### Brief
Output exactly, with nothing added, the entries from the first line through the line with "--surface:#fff; --page:#f2f2f2; --text:#222;".

(Stored items from a collection)
=== Section Start ===
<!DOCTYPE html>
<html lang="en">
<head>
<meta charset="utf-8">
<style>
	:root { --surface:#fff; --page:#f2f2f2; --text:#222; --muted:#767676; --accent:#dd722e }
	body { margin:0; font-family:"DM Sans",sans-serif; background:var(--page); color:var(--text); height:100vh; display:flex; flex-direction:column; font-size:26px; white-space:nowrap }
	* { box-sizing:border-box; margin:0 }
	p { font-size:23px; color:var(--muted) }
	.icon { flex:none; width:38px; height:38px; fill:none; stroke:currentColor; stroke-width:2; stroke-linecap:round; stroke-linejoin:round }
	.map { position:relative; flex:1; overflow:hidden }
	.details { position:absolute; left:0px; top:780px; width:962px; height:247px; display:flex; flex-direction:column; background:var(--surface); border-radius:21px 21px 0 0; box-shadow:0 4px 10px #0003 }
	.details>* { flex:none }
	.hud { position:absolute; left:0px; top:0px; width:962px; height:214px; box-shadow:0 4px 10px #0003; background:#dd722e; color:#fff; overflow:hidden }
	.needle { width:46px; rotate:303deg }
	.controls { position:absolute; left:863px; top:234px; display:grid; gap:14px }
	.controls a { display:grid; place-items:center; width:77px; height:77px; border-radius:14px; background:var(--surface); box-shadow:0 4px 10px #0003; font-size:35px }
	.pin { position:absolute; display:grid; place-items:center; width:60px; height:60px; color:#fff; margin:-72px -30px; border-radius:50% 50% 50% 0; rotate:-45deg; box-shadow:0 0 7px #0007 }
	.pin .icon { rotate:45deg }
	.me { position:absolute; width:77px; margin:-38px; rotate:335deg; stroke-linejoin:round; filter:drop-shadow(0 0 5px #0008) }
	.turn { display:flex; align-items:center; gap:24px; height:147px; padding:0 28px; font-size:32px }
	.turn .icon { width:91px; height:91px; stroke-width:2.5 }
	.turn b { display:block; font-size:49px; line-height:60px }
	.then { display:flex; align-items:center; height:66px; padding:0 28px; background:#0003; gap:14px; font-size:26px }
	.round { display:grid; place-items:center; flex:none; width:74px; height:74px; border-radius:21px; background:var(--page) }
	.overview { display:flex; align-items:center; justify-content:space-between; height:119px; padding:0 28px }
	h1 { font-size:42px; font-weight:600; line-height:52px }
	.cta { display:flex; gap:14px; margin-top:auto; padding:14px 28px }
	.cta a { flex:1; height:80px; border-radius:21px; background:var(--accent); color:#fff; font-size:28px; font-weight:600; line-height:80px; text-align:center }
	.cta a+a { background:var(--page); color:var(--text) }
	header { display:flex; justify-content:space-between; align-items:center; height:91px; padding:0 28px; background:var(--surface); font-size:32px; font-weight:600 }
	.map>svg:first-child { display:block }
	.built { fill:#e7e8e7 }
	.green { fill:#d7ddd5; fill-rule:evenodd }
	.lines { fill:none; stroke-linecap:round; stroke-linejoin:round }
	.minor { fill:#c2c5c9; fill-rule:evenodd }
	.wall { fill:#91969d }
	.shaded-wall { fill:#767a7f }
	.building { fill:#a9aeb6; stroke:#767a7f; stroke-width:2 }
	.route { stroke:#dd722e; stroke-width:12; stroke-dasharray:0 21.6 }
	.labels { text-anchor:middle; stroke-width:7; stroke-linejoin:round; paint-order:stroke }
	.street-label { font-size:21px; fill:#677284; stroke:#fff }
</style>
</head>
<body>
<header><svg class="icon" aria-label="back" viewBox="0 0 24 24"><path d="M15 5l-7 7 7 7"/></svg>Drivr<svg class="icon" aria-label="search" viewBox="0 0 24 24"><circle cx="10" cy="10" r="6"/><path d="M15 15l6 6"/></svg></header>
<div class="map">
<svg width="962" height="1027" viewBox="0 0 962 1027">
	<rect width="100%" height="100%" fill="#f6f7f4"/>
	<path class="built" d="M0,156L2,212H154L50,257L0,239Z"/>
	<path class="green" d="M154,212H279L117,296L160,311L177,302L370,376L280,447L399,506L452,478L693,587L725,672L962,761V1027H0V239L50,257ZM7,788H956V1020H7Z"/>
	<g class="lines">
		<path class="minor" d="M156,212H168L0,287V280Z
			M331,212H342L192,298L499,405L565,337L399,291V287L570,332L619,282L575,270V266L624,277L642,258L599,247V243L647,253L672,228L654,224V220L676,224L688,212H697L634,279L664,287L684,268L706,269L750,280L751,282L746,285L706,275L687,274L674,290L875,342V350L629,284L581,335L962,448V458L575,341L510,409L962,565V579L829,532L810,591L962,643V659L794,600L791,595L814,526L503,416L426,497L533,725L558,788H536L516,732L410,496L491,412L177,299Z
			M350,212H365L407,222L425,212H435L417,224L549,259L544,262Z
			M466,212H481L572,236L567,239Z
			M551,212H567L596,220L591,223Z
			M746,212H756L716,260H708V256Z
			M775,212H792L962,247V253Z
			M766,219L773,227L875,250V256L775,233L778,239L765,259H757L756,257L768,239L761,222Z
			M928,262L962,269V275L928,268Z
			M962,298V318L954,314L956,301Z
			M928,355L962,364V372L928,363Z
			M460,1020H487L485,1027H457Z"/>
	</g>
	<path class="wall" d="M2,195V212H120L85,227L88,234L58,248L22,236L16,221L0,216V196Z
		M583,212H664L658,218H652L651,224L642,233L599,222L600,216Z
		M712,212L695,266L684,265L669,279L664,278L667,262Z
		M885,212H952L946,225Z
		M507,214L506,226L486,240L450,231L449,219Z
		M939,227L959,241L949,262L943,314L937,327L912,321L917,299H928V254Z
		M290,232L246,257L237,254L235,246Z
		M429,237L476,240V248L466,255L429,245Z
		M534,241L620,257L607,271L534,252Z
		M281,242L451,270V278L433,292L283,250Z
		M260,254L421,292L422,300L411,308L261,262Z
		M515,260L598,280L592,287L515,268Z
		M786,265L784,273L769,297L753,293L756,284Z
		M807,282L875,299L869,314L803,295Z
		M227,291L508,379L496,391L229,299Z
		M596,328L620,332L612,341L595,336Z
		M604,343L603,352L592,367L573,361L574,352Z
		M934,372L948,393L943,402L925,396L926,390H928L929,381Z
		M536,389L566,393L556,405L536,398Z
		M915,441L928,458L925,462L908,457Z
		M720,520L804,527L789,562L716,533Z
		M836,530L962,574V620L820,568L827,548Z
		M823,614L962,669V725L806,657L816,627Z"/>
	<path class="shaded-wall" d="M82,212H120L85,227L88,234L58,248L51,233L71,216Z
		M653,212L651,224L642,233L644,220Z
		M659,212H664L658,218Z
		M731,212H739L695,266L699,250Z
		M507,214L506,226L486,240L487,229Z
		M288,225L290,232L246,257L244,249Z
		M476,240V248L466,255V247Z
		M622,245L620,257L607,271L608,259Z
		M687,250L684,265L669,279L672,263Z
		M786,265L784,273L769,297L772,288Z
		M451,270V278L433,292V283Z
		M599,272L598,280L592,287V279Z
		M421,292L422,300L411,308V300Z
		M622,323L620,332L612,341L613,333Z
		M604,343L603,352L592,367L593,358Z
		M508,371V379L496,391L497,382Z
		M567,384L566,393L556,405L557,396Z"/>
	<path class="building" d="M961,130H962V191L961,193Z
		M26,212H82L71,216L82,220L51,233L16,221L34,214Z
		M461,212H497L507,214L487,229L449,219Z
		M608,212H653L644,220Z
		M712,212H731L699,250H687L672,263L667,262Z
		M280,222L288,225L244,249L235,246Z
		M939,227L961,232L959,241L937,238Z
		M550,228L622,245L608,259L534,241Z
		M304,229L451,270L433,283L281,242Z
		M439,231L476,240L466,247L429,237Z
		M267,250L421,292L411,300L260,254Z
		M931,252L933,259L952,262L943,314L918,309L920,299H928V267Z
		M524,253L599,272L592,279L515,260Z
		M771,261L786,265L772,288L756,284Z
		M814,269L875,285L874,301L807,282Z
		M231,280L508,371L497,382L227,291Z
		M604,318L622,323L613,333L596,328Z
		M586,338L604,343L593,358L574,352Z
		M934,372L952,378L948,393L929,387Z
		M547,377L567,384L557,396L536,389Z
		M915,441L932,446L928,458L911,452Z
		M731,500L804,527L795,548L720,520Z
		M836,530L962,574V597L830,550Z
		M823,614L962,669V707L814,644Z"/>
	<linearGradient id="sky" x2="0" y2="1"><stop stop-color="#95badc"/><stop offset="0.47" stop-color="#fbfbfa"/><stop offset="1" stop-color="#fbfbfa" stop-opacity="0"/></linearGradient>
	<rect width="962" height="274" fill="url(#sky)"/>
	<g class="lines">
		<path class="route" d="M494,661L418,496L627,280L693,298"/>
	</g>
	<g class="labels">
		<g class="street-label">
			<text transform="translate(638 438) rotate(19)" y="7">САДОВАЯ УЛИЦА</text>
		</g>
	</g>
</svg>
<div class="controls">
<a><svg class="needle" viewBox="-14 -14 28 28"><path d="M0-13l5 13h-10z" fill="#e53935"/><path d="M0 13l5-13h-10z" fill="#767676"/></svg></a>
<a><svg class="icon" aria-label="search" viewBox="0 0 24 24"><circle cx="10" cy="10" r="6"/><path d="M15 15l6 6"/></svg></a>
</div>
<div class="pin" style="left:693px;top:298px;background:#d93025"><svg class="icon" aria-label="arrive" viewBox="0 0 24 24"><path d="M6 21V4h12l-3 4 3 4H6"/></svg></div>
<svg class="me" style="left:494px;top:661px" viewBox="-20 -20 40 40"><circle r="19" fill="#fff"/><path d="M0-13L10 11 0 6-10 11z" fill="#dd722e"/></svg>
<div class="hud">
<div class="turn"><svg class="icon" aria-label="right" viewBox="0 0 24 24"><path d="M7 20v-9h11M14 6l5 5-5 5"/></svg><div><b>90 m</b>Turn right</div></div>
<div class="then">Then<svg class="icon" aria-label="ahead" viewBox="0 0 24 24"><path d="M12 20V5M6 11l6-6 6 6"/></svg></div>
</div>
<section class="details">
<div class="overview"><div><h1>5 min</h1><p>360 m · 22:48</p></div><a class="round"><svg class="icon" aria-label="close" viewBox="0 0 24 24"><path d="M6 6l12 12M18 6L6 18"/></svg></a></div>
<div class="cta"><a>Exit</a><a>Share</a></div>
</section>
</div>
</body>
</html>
=== Section End ===
### Answer to this problem
<!DOCTYPE html>
<html lang="en">
<head>
<meta charset="utf-8">
<style>
	:root { --surface:#fff; --page:#f2f2f2; --text:#222; --muted:#767676; --accent:#dd722e }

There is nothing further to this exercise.